▶ **WHAT YOU SHOULD DO**
Could you tally the lines in the listing below that include the word "boxes"? Respond with the total alone.

** GIVEN RECORDS follows **

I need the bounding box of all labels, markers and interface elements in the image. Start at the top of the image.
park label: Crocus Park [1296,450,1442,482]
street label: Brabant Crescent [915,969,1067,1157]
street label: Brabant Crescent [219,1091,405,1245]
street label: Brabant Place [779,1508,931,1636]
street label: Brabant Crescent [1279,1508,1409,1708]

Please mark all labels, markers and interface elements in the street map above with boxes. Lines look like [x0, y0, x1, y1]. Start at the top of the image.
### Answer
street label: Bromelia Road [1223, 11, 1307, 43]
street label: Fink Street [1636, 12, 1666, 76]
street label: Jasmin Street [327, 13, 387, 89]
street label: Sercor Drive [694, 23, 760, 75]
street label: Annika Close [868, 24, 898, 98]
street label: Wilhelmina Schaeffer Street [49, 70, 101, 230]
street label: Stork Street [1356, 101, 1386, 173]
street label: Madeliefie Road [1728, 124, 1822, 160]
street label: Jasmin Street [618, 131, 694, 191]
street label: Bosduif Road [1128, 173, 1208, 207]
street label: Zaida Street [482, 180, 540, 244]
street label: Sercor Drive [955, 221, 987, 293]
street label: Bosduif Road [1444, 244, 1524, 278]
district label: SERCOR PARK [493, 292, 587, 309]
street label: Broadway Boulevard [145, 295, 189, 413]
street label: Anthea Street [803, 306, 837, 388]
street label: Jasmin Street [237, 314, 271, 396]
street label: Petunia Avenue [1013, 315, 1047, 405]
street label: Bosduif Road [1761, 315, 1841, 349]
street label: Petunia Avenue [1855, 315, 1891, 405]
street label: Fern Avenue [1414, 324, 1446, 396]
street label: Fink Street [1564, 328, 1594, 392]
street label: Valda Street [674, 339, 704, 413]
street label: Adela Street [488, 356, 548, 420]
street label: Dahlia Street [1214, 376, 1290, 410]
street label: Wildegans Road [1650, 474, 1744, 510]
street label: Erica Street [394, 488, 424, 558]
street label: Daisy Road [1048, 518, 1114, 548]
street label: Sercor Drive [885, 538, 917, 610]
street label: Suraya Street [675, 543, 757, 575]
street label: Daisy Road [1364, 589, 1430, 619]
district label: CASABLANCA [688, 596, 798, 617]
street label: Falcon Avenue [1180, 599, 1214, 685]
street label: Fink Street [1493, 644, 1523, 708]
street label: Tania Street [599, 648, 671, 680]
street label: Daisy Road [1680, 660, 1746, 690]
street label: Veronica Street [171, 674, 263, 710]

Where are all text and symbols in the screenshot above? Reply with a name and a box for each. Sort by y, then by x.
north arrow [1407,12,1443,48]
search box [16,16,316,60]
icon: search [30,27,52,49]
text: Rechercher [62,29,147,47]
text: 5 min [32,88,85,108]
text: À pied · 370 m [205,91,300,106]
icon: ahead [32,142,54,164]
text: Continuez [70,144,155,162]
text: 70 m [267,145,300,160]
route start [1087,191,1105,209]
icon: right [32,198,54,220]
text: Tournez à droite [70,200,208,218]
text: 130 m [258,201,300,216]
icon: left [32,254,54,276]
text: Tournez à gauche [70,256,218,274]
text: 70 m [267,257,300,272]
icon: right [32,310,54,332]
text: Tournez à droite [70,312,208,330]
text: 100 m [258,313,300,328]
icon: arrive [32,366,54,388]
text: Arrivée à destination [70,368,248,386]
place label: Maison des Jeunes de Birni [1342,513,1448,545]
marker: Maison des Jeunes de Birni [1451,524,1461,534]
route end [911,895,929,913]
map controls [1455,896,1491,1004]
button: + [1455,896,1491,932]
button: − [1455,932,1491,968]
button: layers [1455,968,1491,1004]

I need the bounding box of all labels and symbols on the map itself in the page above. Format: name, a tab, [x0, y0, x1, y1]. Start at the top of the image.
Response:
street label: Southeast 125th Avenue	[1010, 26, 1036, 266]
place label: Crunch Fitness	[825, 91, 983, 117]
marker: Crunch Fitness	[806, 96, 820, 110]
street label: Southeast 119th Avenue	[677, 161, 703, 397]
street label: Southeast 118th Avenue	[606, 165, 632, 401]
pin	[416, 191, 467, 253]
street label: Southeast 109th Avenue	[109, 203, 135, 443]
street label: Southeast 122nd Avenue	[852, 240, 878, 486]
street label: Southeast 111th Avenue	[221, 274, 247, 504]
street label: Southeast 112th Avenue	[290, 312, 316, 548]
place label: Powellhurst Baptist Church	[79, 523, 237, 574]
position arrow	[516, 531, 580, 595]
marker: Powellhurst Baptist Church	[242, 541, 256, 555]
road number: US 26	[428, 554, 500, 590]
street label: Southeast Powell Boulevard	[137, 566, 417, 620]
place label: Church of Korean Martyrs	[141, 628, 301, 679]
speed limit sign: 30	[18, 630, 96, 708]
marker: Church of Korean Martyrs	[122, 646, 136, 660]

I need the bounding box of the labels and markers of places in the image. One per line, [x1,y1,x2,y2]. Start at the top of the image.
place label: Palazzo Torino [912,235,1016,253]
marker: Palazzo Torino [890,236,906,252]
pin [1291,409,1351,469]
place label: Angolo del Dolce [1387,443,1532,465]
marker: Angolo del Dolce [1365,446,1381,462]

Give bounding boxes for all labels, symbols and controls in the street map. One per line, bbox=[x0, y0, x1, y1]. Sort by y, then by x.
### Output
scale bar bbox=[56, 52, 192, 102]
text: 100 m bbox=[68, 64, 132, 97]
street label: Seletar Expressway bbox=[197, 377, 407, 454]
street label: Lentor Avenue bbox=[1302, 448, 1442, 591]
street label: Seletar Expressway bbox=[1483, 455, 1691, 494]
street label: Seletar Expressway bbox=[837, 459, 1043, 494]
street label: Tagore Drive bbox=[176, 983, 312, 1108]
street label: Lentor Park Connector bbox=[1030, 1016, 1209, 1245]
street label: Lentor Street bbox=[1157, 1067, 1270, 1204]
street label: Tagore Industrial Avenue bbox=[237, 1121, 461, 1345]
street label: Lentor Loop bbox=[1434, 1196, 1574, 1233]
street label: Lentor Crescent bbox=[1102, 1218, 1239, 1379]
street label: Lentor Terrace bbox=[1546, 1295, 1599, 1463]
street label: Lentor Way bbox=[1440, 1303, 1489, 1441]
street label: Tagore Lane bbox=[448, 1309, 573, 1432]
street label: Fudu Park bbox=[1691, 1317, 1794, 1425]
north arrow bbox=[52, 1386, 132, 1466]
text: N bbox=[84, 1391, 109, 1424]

** End of GIVEN RECORDS **

▶ **RESULT BELOW**
2